TASK PROMPT - Copy exactly the lines of the material below, starting with the first and including the line that holds "0 #b5b8bc) drop-shadow(-2px".

TASK INPUTS -
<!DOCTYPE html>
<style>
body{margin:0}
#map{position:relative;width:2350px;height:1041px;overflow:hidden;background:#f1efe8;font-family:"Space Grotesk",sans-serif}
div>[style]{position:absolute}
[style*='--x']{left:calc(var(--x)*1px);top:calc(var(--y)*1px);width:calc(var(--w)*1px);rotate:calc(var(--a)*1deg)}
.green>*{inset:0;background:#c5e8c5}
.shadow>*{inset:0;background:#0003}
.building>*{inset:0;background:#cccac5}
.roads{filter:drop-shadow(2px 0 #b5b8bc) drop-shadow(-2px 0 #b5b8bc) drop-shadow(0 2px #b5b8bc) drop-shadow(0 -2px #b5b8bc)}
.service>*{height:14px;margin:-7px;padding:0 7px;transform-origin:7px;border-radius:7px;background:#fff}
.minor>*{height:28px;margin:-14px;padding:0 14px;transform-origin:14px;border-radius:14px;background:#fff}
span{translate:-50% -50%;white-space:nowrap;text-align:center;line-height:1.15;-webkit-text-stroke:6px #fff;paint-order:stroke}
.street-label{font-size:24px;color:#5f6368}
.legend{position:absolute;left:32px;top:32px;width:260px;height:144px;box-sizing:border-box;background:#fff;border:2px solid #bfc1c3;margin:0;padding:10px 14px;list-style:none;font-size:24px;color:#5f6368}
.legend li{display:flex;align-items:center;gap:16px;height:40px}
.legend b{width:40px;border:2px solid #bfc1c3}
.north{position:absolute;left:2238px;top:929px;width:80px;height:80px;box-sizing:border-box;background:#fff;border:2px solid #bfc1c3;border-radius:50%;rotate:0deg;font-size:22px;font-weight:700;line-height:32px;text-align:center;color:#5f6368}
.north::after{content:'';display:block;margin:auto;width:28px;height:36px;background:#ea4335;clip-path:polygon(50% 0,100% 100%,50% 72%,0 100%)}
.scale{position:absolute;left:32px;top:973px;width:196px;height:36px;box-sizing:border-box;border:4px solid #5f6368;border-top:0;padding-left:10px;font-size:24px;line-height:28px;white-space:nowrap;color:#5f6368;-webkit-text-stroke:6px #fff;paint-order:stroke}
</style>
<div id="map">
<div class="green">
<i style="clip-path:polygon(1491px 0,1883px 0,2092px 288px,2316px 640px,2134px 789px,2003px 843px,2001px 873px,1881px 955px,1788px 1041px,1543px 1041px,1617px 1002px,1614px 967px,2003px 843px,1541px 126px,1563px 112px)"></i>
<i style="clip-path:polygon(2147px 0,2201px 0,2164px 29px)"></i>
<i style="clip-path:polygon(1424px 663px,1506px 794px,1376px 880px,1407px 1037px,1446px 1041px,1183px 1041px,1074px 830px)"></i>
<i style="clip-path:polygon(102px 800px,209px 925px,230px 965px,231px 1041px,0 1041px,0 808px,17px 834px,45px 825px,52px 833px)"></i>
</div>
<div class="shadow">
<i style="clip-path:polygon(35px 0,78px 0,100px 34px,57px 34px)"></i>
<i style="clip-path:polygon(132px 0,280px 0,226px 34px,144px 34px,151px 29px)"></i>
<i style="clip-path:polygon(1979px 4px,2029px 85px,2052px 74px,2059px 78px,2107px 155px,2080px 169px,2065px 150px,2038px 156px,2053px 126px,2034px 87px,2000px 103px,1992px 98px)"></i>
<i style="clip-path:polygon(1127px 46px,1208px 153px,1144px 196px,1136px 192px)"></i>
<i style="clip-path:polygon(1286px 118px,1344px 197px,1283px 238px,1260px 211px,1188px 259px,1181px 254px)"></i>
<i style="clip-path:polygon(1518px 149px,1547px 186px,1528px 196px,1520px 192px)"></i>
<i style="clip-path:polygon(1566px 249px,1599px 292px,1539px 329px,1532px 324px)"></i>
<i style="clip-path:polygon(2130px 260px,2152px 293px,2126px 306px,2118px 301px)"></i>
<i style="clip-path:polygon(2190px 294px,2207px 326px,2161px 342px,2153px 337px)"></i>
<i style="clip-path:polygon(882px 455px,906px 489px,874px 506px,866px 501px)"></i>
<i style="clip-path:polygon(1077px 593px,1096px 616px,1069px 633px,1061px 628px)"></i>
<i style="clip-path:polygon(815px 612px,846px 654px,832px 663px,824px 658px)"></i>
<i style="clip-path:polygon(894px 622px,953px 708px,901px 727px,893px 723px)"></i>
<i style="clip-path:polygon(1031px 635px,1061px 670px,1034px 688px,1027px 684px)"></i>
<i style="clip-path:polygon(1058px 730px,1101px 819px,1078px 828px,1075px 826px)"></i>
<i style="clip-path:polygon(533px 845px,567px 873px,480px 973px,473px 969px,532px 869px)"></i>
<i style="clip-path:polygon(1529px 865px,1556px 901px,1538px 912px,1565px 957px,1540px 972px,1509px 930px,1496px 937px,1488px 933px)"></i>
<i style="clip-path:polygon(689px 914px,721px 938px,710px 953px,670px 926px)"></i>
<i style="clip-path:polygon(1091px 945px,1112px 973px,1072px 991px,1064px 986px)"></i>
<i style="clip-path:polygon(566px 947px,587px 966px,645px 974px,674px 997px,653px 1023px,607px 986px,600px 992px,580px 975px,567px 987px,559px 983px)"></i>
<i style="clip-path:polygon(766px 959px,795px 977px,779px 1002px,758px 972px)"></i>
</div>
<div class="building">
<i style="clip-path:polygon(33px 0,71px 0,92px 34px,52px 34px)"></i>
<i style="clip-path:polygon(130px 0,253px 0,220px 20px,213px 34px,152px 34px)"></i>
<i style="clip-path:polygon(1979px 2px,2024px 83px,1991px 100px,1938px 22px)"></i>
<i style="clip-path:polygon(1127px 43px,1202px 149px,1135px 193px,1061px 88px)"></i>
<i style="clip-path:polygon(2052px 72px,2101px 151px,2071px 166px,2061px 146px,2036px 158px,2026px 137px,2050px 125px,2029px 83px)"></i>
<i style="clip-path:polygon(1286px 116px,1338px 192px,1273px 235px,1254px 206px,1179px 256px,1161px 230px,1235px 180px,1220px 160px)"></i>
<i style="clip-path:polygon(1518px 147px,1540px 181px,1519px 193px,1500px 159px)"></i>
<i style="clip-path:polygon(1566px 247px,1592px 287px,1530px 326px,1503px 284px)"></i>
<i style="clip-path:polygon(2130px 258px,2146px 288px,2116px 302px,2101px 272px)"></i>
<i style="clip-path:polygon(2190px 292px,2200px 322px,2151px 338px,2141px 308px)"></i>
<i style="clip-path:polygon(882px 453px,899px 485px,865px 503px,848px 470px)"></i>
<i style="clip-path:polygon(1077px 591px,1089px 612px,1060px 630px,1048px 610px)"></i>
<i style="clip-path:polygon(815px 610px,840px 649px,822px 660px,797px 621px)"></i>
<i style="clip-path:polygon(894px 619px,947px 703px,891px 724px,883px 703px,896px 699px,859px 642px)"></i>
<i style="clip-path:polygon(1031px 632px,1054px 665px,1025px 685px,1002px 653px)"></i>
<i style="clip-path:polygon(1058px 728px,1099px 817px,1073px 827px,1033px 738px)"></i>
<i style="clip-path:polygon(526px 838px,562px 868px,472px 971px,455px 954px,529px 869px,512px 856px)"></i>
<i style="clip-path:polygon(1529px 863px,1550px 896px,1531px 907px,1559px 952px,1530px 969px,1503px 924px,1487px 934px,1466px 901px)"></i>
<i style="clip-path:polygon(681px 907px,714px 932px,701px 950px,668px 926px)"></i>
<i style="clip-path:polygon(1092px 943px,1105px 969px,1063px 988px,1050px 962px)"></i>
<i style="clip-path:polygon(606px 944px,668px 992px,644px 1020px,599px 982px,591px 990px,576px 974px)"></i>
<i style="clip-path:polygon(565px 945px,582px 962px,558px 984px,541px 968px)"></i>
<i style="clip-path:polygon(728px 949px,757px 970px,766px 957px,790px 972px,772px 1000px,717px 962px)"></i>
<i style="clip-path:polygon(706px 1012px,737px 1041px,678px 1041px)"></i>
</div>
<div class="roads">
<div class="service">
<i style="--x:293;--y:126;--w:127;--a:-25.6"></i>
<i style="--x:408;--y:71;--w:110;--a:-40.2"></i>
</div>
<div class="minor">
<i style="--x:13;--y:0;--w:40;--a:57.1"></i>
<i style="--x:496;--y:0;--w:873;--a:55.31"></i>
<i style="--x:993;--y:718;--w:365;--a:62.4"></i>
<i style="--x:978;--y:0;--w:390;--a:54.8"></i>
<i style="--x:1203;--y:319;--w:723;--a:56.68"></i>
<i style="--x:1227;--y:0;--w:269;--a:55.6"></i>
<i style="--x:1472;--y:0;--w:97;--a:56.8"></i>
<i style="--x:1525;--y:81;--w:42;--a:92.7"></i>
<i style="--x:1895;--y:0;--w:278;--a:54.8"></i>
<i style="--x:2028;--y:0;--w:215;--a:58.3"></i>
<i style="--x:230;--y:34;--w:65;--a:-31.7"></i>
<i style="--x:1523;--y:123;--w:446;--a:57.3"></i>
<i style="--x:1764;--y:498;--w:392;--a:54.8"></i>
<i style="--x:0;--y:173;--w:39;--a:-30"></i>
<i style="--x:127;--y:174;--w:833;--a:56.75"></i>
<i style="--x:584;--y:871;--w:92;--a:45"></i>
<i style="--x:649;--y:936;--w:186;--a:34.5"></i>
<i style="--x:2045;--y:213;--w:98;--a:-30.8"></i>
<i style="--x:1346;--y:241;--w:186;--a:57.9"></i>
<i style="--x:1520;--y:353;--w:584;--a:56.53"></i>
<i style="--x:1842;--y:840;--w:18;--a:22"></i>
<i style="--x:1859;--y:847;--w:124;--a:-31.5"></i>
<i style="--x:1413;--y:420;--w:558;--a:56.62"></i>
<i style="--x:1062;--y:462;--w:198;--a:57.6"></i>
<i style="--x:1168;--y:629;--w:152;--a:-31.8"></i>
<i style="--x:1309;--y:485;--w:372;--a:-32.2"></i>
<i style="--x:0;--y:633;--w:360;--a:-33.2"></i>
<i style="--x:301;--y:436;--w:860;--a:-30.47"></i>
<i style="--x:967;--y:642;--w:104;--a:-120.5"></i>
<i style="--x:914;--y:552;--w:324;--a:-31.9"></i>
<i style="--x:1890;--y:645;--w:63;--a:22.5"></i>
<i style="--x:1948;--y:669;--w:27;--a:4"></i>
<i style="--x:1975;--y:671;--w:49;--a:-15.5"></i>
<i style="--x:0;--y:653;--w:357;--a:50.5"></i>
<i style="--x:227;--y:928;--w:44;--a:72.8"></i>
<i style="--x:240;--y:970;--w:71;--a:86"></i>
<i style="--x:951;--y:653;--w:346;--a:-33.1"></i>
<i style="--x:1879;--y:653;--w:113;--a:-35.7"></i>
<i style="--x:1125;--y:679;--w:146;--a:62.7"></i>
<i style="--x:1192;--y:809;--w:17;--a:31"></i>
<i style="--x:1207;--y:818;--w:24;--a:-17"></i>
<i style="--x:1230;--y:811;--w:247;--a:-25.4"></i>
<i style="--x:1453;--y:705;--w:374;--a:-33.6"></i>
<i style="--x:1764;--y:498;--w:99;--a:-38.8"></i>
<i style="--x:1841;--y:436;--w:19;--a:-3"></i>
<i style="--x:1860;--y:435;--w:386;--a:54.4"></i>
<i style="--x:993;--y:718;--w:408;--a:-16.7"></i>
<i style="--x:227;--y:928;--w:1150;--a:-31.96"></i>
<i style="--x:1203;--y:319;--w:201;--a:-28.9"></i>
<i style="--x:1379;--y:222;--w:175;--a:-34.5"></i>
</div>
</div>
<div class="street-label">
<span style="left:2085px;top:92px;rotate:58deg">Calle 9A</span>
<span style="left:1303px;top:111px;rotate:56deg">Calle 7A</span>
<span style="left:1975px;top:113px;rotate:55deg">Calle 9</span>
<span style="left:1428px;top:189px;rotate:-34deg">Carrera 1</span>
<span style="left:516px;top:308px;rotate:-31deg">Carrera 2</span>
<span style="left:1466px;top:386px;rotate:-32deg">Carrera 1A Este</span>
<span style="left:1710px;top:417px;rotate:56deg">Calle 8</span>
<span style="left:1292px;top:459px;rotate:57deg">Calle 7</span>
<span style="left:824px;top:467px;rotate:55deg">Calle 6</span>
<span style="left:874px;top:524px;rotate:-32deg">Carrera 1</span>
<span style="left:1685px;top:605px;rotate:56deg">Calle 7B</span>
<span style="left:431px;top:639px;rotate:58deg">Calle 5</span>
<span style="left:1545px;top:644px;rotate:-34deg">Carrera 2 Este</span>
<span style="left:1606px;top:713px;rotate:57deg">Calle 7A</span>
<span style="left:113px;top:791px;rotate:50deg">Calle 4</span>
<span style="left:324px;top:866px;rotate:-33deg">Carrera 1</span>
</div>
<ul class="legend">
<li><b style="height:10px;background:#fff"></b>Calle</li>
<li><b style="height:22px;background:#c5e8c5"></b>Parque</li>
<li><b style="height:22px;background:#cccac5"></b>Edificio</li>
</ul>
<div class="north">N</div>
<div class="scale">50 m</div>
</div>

ANSWER SECTION -
<!DOCTYPE html>
<style>
body{margin:0}
#map{position:relative;width:2350px;height:1041px;overflow:hidden;background:#f1efe8;font-family:"Space Grotesk",sans-serif}
div>[style]{position:absolute}
[style*='--x']{left:calc(var(--x)*1px);top:calc(var(--y)*1px);width:calc(var(--w)*1px);rotate:calc(var(--a)*1deg)}
.green>*{inset:0;background:#c5e8c5}
.shadow>*{inset:0;background:#0003}
.building>*{inset:0;background:#cccac5}
.roads{filter:drop-shadow(2px 0 #b5b8bc) drop-shadow(-2px 0 #b5b8bc) drop-shadow(0 2px #b5b8bc) drop-shadow(0 -2px #b5b8bc)}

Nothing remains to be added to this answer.